5. flush cache of all raid array disks
6. update super block
7. log disk space used by the stripe can be reused

In practice, several stripes consist of an io_unit and we will batch
several io_unit in different steps, but the whole process doesn't
change.

It's possible io return just after data/parity hit log disk, but then
read IO will need read from log disk. For simplicity, IO return happens
at step 4, where read IO can directly read from raid disks.

Currently reclaim run every minute or out of space. Reclaim is just to
free log disk spaces, it doesn't impact data consistency.

Recovery make sure raid disks and log disk have the same data of a
stripe.

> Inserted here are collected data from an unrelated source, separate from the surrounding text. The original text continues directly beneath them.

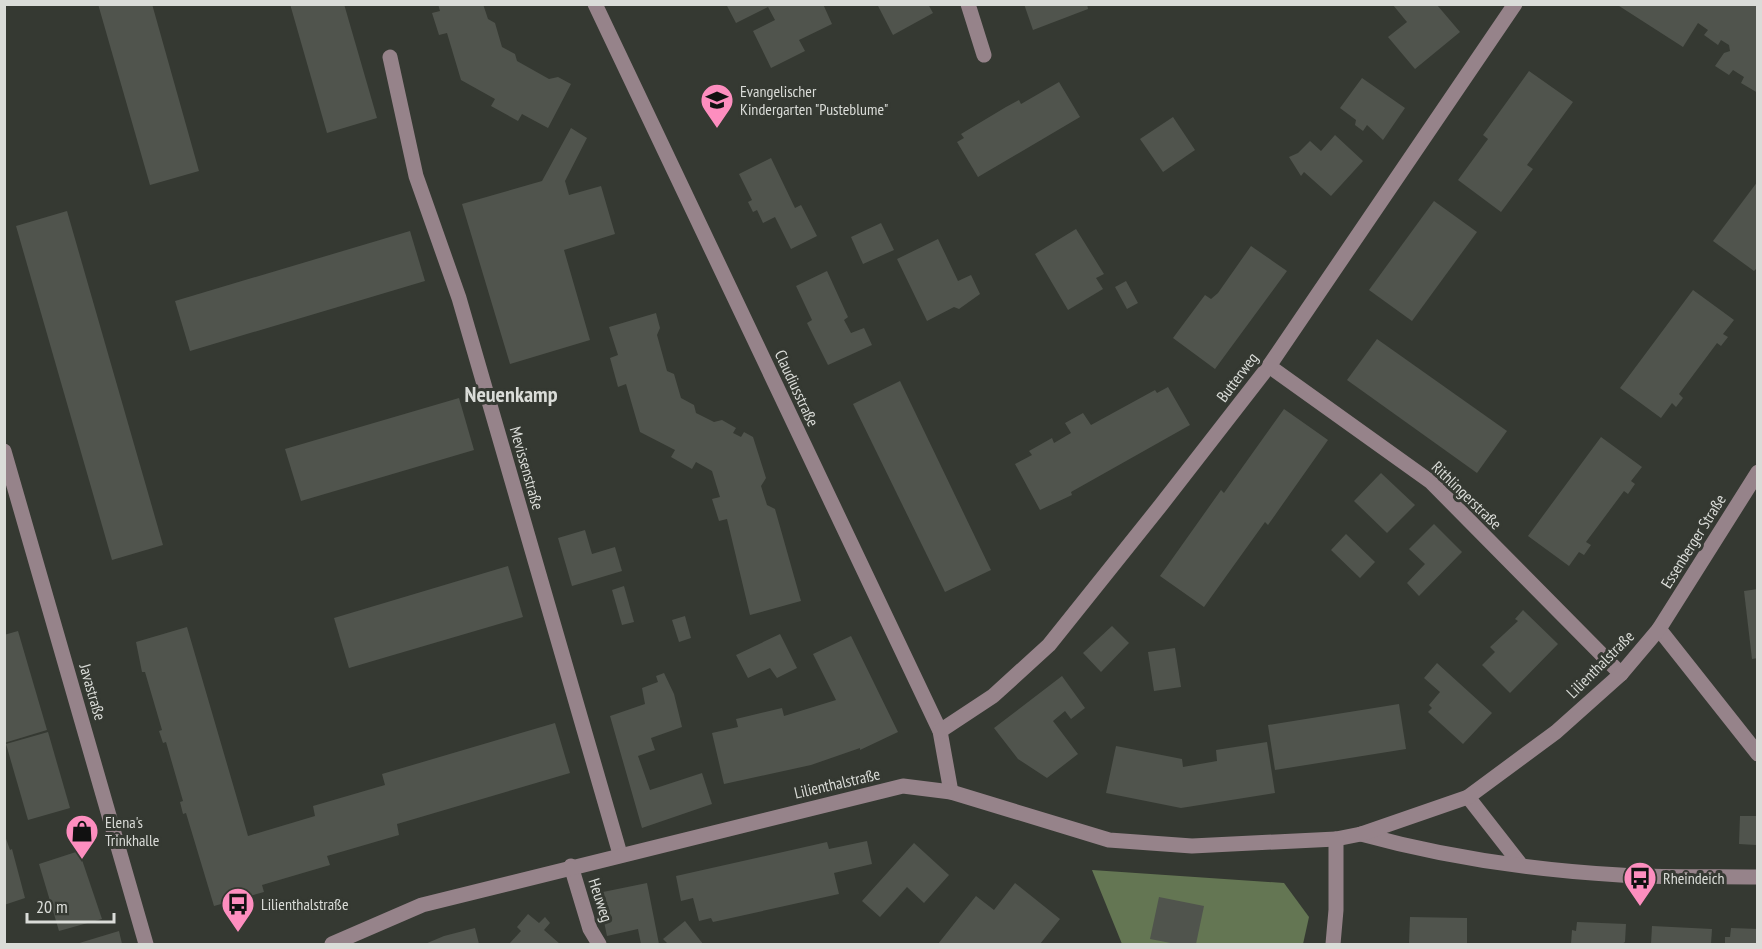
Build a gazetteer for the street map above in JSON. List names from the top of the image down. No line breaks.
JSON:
{"streets":{"street":["Butterweg","Claudiusstraße","Mevissenstraße","Rithlingerstraße","Essenberger Straße","Lilienthalstraße","Javastraße","Heuweg"]},"crossings":[["Butterweg","Claudiusstraße"],["Butterweg","Rithlingerstraße"],["Claudiusstraße","Lilienthalstraße"],["Mevissenstraße","Lilienthalstraße"],["Rithlingerstraße","Lilienthalstraße"],["Essenberger Straße","Lilienthalstraße"],["Lilienthalstraße","Heuweg"]],"districts":["Neuenkamp"],"places":{"school or university":["Evangelischer Kindergarten \"Pusteblume\""],"shop":["Elena's Trinkhalle"],"bus stop":["Rheindeich","Lilienthalstraße"]},"scale_bar":"20 m"}
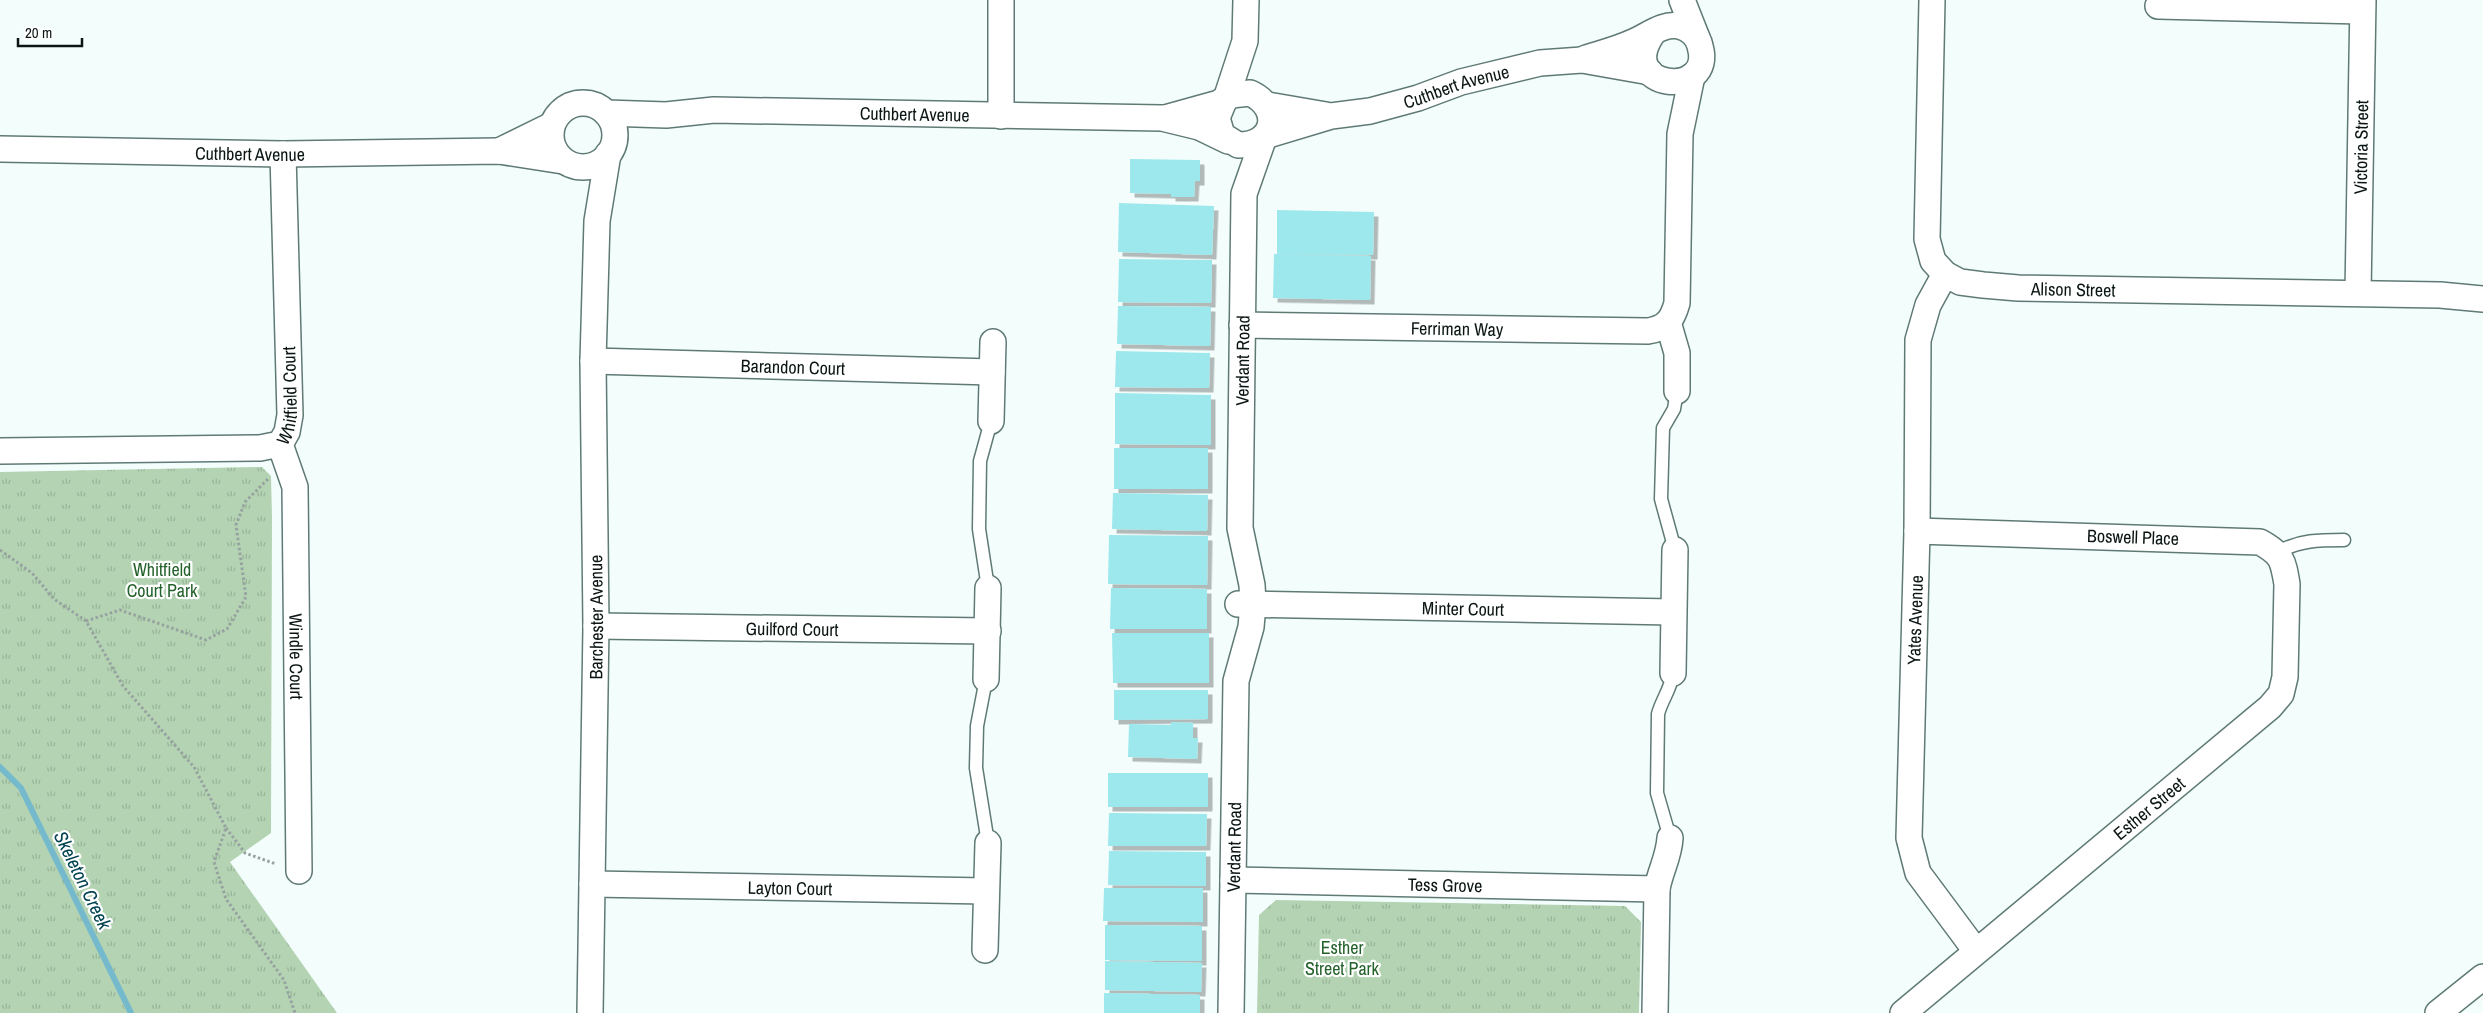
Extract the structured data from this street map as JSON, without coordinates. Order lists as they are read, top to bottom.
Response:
{
  "streets": {
    "street": [
      "Cuthbert Avenue",
      "Victoria Street",
      "Alison Street",
      "Ferriman Way",
      "Verdant Road",
      "Barandon Court",
      "Whitfield Court",
      "Boswell Place",
      "Minter Court",
      "Barchester Avenue",
      "Yates Avenue",
      "Guilford Court",
      "Windle Court",
      "Esther Street",
      "Tess Grove",
      "Layton Court"
    ]
  },
  "crossings": [
    ["Cuthbert Avenue", "Verdant Road"],
    ["Cuthbert Avenue", "Whitfield Court"],
    ["Cuthbert Avenue", "Barchester Avenue"],
    ["Victoria Street", "Alison Street"],
    ["Alison Street", "Yates Avenue"],
    ["Ferriman Way", "Verdant Road"],
    ["Verdant Road", "Minter Court"],
    ["Verdant Road", "Tess Grove"],
    ["Barandon Court", "Barchester Avenue"],
    ["Whitfield Court", "Windle Court"],
    ["Boswell Place", "Yates Avenue"],
    ["Boswell Place", "Esther Street"],
    ["Barchester Avenue", "Guilford Court"],
    ["Barchester Avenue", "Layton Court"],
    ["Yates Avenue", "Esther Street"]
  ],
  "water": ["Skeleton Creek"],
  "parks": ["Whitfield Court Park", "Esther Street Park"],
  "scale_bar": "20 m"
}
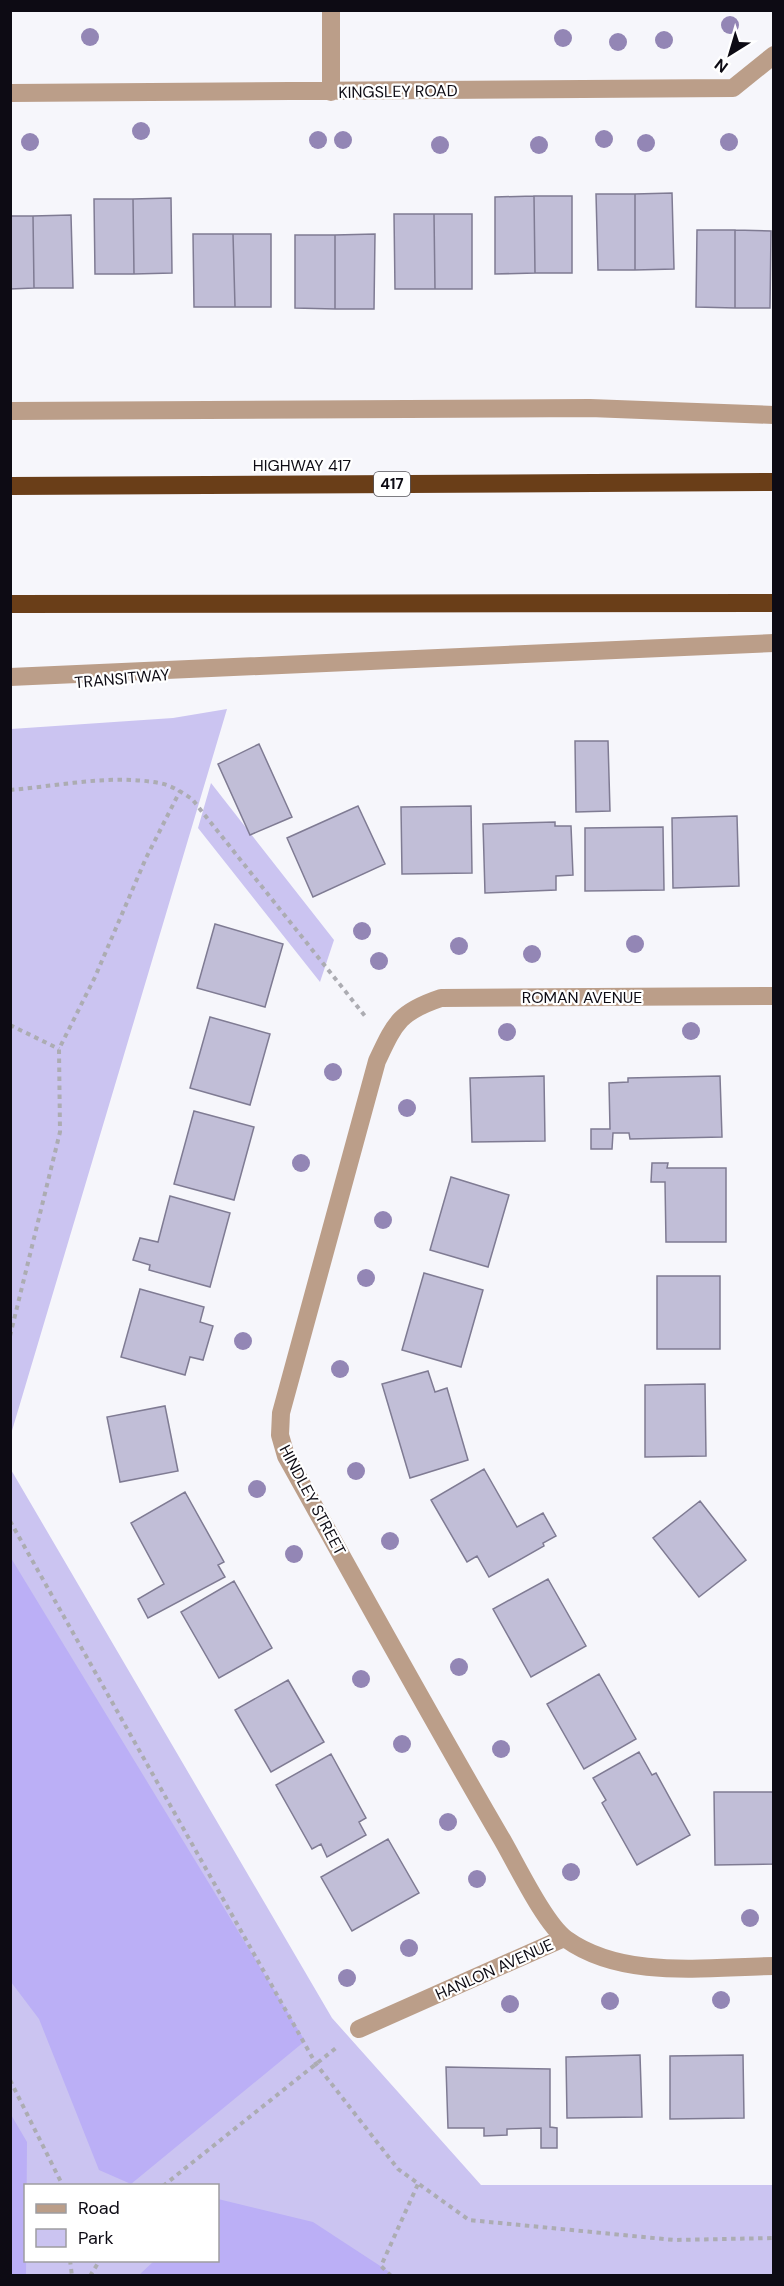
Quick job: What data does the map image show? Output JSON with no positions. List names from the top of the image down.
{
  "streets": {
    "highway": ["HIGHWAY 417", "417"],
    "street": [
      "KINGSLEY ROAD",
      "TRANSITWAY",
      "ROMAN AVENUE",
      "HINDLEY STREET",
      "HANLON AVENUE"
    ]
  },
  "crossings": [
    ["ROMAN AVENUE", "HINDLEY STREET"],
    ["HINDLEY STREET", "HANLON AVENUE"]
  ],
  "legend": ["Road", "Park"],
  "north": "bottom left"
}
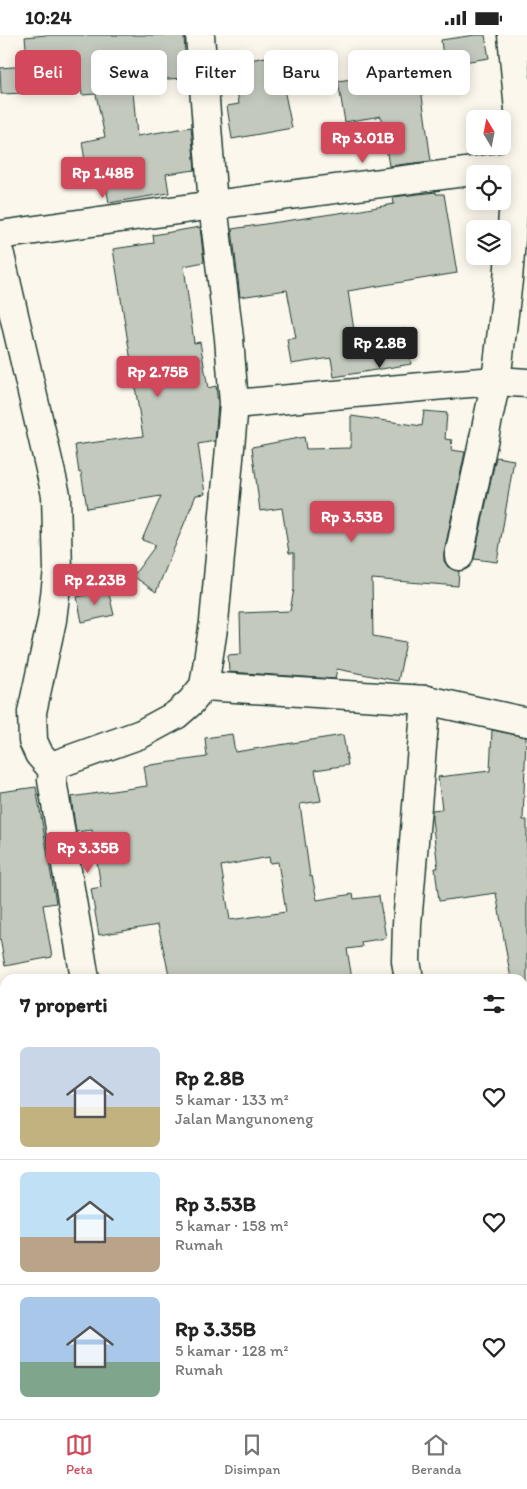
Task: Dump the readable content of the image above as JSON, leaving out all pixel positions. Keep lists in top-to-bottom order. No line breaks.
{"north":"top","page":{"status":"10:24","chip":["Beli","Sewa","Filter","Baru","Apartemen"],"price":["Rp 3.01B","Rp 1.48B","Rp 2.8B","Rp 2.75B","Rp 3.53B","Rp 2.23B","Rp 3.35B"],"heading":"7 properti","list":[{"name":"Rp 2.8B","note":"5 kamar · 133 m² · Jalan Mangunoneng"},{"name":"Rp 3.53B","note":"5 kamar · 158 m² · Rumah"},{"name":"Rp 3.35B","note":"5 kamar · 128 m² · Rumah"}],"tabs":["Peta","Disimpan","Beranda"]}}
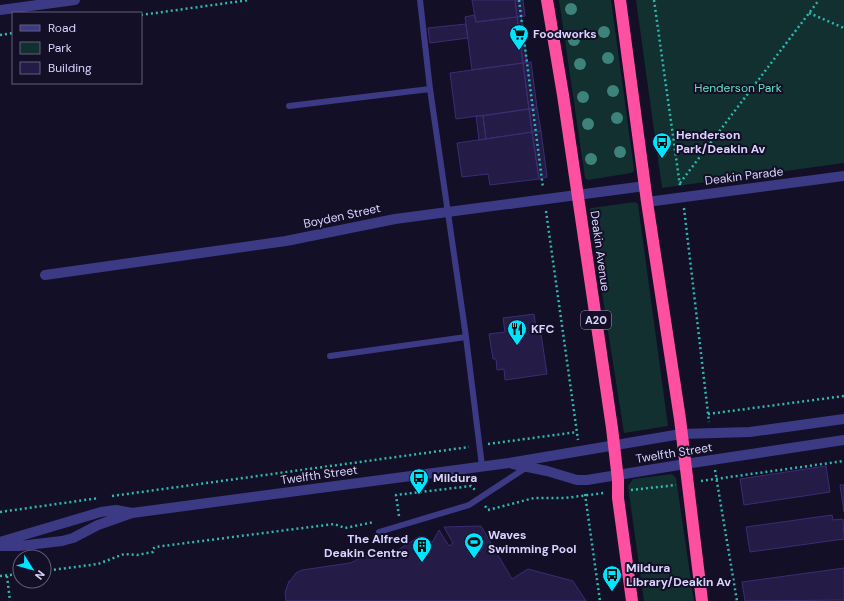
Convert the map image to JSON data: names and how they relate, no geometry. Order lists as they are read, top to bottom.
{
  "streets": {
    "highway": ["Deakin Avenue", "A20"],
    "street": ["Deakin Parade", "Boyden Street", "Twelfth Street"]
  },
  "crossings": [
    ["Boyden Street", "Deakin Avenue"],
    ["Deakin Avenue", "Twelfth Street"]
  ],
  "parks": ["Henderson Park"],
  "places": {
    "supermarket": ["Foodworks"],
    "bus stop": ["Henderson Park/Deakin Av", "Mildura", "Mildura Library/Deakin Av"],
    "restaurant": ["KFC"],
    "sports": ["Waves Swimming Pool"],
    "building": ["The Alfred Deakin Centre"]
  },
  "legend": ["Road", "Park", "Building"],
  "north": "bottom right"
}
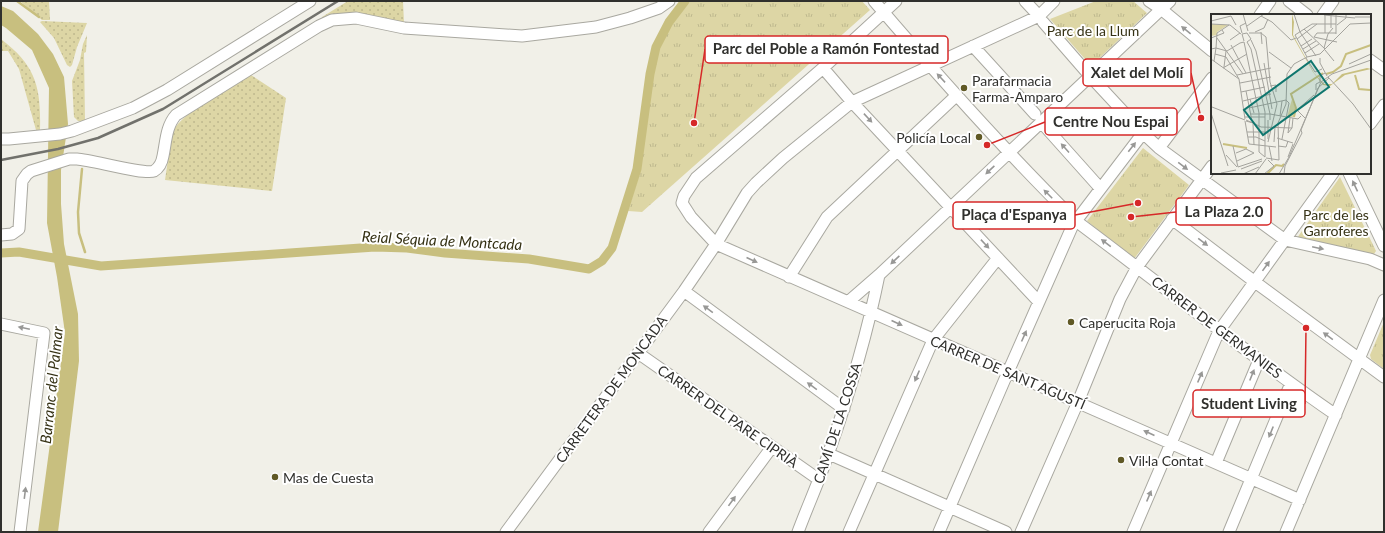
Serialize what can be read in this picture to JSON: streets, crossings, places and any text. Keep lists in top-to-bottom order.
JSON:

If crash happens before 4, recovery might/might not recovery
stripe's data/parity depending on if data/parity and its checksum
matches. In either case, this doesn't change the syntax of an IO write.
After step 3, stripe is guaranteed recoverable, because stripe's
data/parity is persistent in log disk. In some cases, log disk content
and raid disks content of a stripe are the same, but recovery will still
copy log disk content to raid disks, this doesn't impact data
consistency. space reuse happens after superblock update and cache
flush.

There is one situation we want to avoid. A broken meta in the middle of
a log causes recovery can't find meta at the head of log. If operations
require meta at the head persistent in log, we must make sure meta
before it persistent in log too. The case is stripe data/parity is in
log and we start write stripe to raid disks (before step 4). stripe
data/parity must be persistent in log before we do the write to raid
disks. The solution is we restrictly maintain io_unit list order. In
this case, we only write stripes of an io_unit to raid disks till the
io_unit is the first one whose data/parity is in log.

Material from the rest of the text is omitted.